Michel Loh kämpfte sich am Dienstag über zahlreiche Strassensperren mit Wegzoll-Erpressern ins Nachbarland Ghana durch, um Geld für die Nothilfe zu beschaffen. In der Metropole Abidjan kam es zu zahlreichen Plünderungen; Leichen lagen in den Strassen. Auf dem Gelände der evangelischen Kirche im Stadtteil Cocody unweit der Residenz von Gbagbo hatten über hundert Personen Zuflucht gesucht. Die Kinder seien von den nächtlichen Schiessereien traumatisiert. «Sie weinen, erbrechen oder haben Durchfall», berichtete Loh am 1. April. Bewaffnete hätten sich aufs Gelände geflüchtet.

Am Abgrund

Der Machtkampf zwischen dem alten Präsidenten Laurent Gbagbo und dem neu gewählten Präsidenten Alassane Ouattara hatte das Land an den Rand des Abgrunds getrieben. Gbagbo wurde am Montag, 11. April, von Soldaten nach monatelangem Seilziehen verhaftet. Wie sein Sprecher behauptete, nahmen französische Elitesoldaten ihn fest; dies wurde in Paris dementiert. Seit Sonntag hatten auch Hubschrauber der Vereinten Nationen (UN) Angriffe gegen Gbagbos Truppen geflogen, nachdem diese ihrerseits Offensiven gegen das UN-Hauptquartier und das Hotel gestartet hatten, in denen Ouattaras provisorische Verwaltung sitzt. Die Generäle, die Gbagbo unterstützten, sollen sich Ouattara unterstellt haben. Sie forderten Milizionäre und Zivilisten auf, ihre Waffen abzugeben.

Kein Wasser, kein Strom

Jeder Tag des Bürgerkrieges steigerte das Chaos in der Elfenbeinküste. Seit Wochen haben Tausende Bürger ohne Strom und Wasser in ihren Wohnungen ausharren müssen. In vielen Gegenden des Landes brachen mühsam überdeckte ethnische Spannungen auf. Die Frustrationen unter Gbagbos Soldaten bergen ein hohes Gewaltpotenzial. «Auf kurze Sicht wird es ziemlich schmutzig werden», sagte Hanna Koess von der Beratungsfirma Control Risks der Zeitung «Die Welt»: «Gbagbos Anhänger sind noch immer schwer bewaffnet und hochgradig frustriert. Die Sicherheitssituation in Abidjan wird wahrscheinlich unberechenbar bleiben.» Am Dienstag versuchten viele Bewohner in sicherere Teile der Stadt umzuziehen.
Gbagbo hatte bei den Wahlen im vergangenen Herbst 46 Prozent der Stimmen auf sich vereinen können. Bis zuletzt bezichtigte er seinen Gegner Ouattara der Manipulation – seine Anhänger glaubten ihm.

Überschatteter Neuanfang

Nach seinem Sieg rief Alassane Ouattara am Montag Abend zum Frieden und zur nationalen Versöhnung auf. Nun könne das Land neu beginnen, sagte er in einer Fernsehansprache. Die Landsleute forderte er auf, der Gewalt abzusagen. Eine Friedens- und Versöhnungskommission werde Verbrechen und Menschenrechtsverletzungen untersuchen.

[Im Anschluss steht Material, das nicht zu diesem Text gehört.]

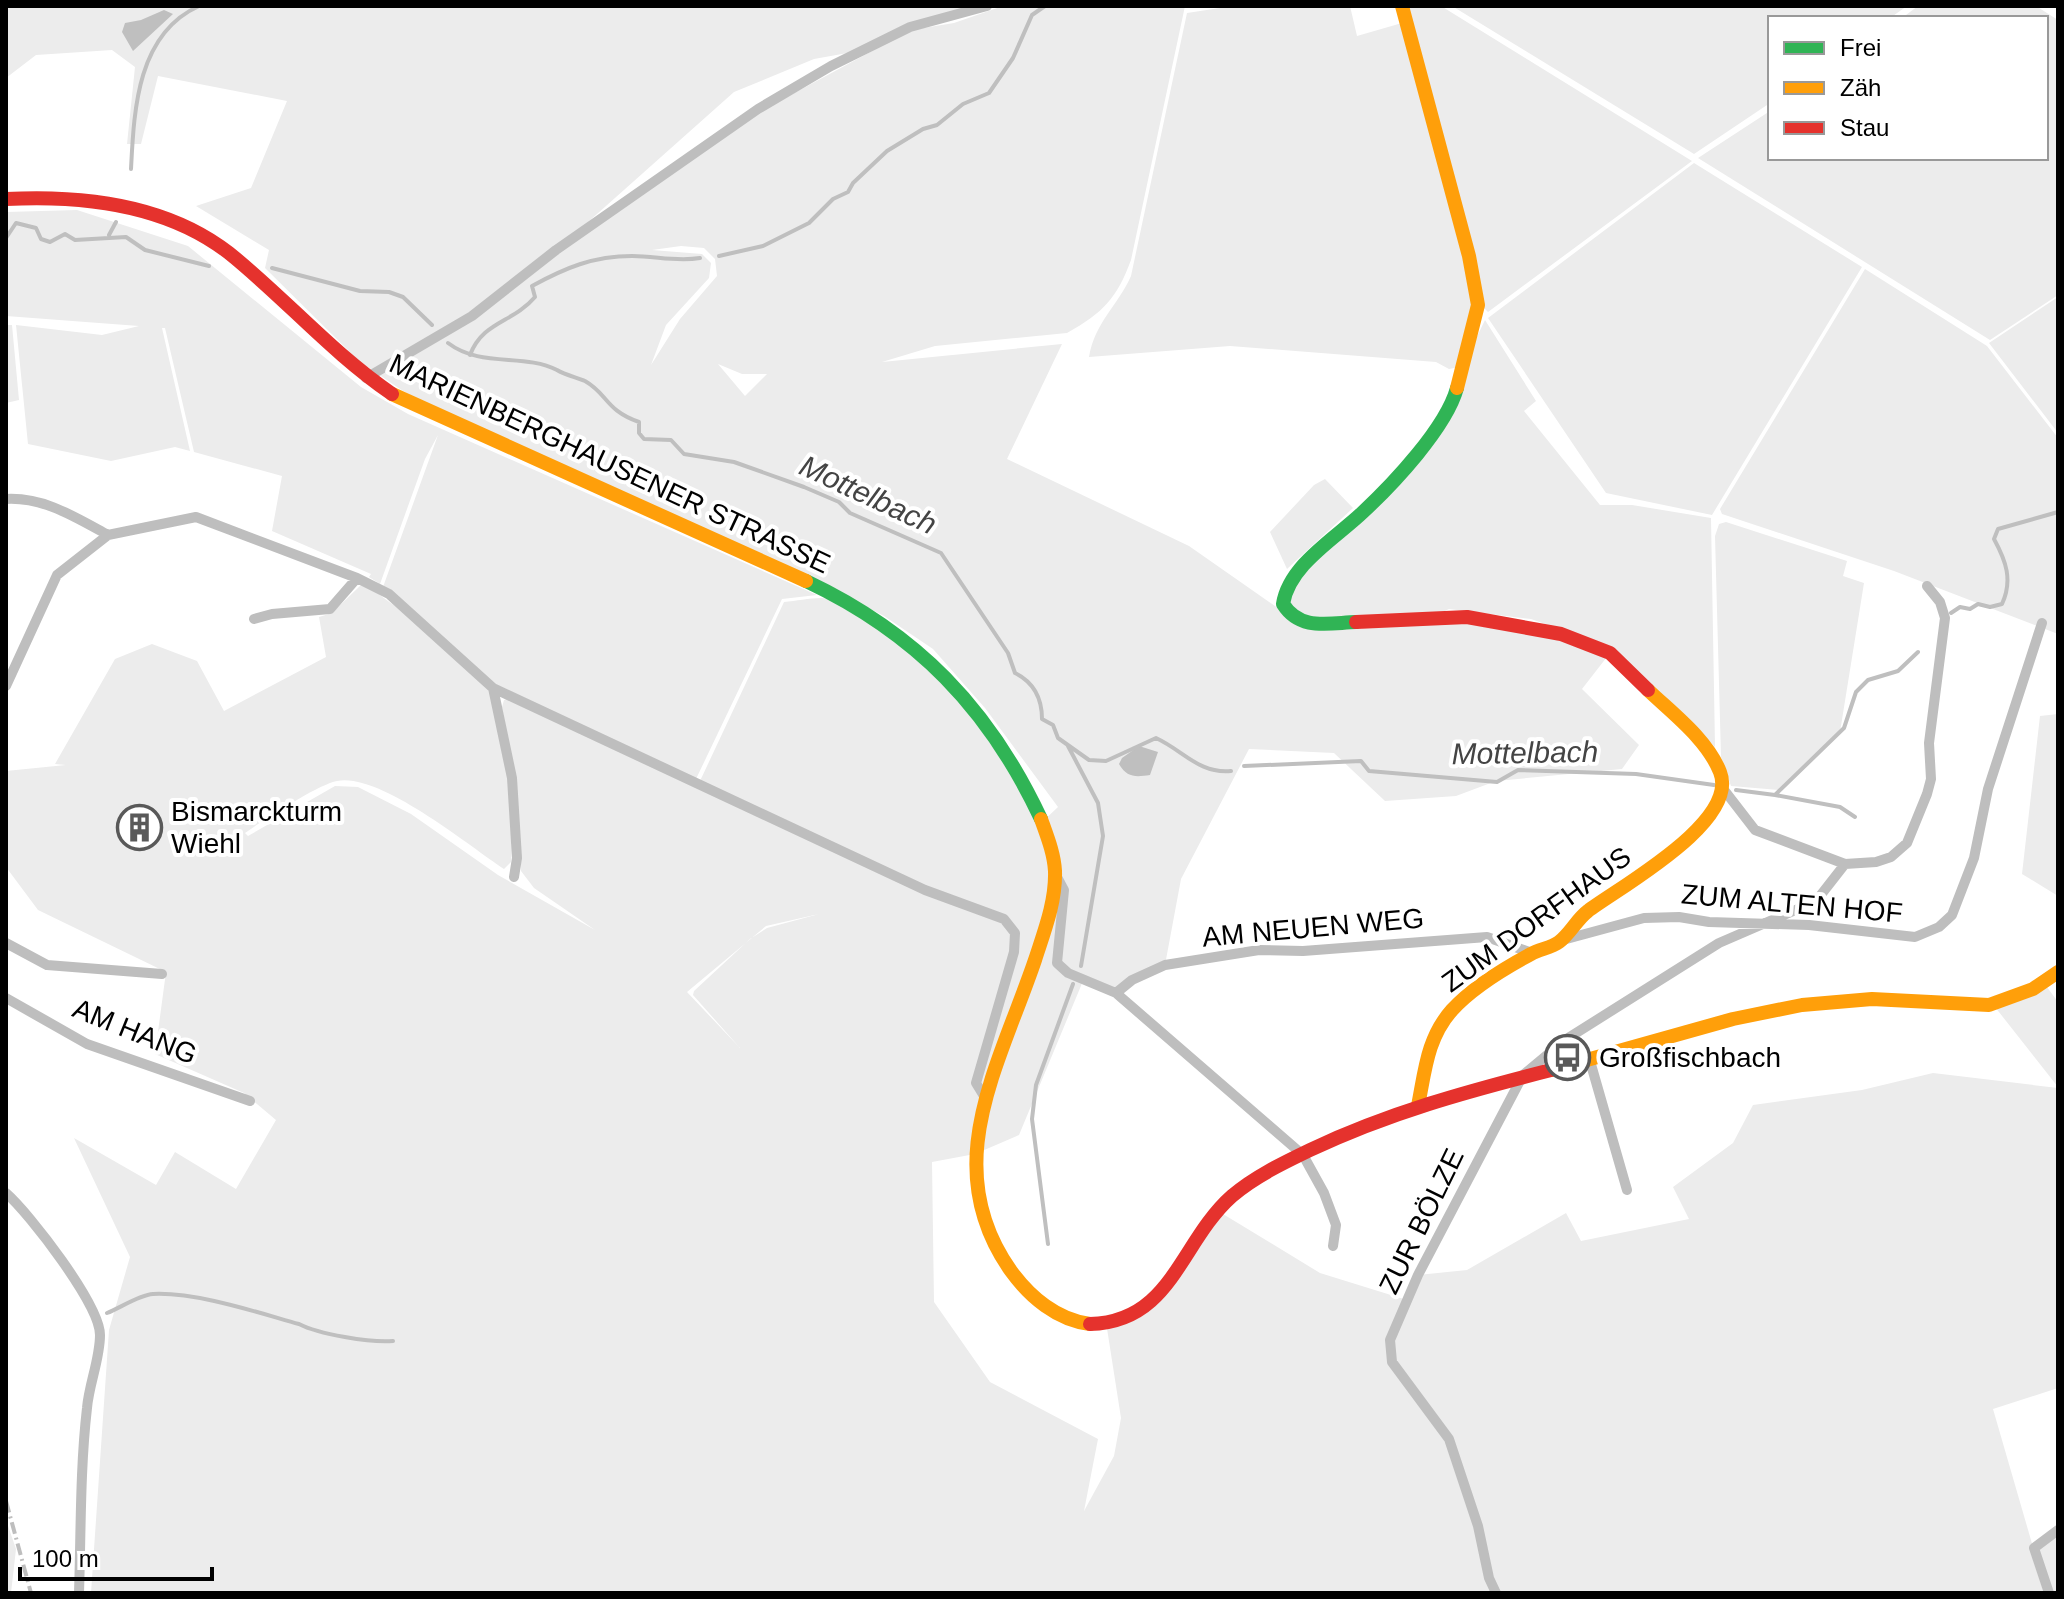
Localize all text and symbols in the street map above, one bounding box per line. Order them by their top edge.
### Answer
legend [1768,16,2048,160]
text: Frei [1840,34,1881,61]
text: Zäh [1840,74,1881,101]
text: Stau [1840,114,1889,141]
street label: MARIENBERGHAUSENER STRASSE [385,347,835,579]
water label: Mottelbach [795,449,942,541]
water label: Mottelbach [1451,735,1599,770]
place label: Bismarckturm Wiehl [171,796,342,859]
building icon: Bismarckturm Wiehl [116,803,164,851]
street label: ZUM DORFHAUS [1436,841,1637,998]
street label: ZUM ALTEN HOF [1680,878,1904,929]
street label: AM NEUEN WEG [1201,902,1425,953]
street label: AM HANG [68,993,201,1070]
bus stop icon: Großfischbach [1544,1033,1592,1081]
place label: Großfischbach [1599,1042,1781,1073]
street label: ZUR BÖLZE [1373,1144,1470,1299]
scale bar [20,1531,212,1581]
text: 100 m [32,1545,99,1572]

Alassane Dramane Ouattara wurde in der Elfenbeinküste geboren, wuchs aber im Nachbarland Burkina Faso auf (was seinen politischen Gegnern erleichterte, ihn von Ämtern fernzuhalten). Er machte nach dem Studium der Volkswirtschaft in den USA beim Internationalen Währungsfonds Karriere. 1988-90 amtierte er als Gouverneur der westafrikanischen Zentralbank; 1990-93 als Regierungschef der Elfenbeinküste. Ouattara ist verheiratet mit der Geschäftsfrau Dominique Nouvian, einer Französin aus Algerien. Bei ihrer Hochzeit in Neuilly-sur Seine war Nicolas Sarkozy zugegen…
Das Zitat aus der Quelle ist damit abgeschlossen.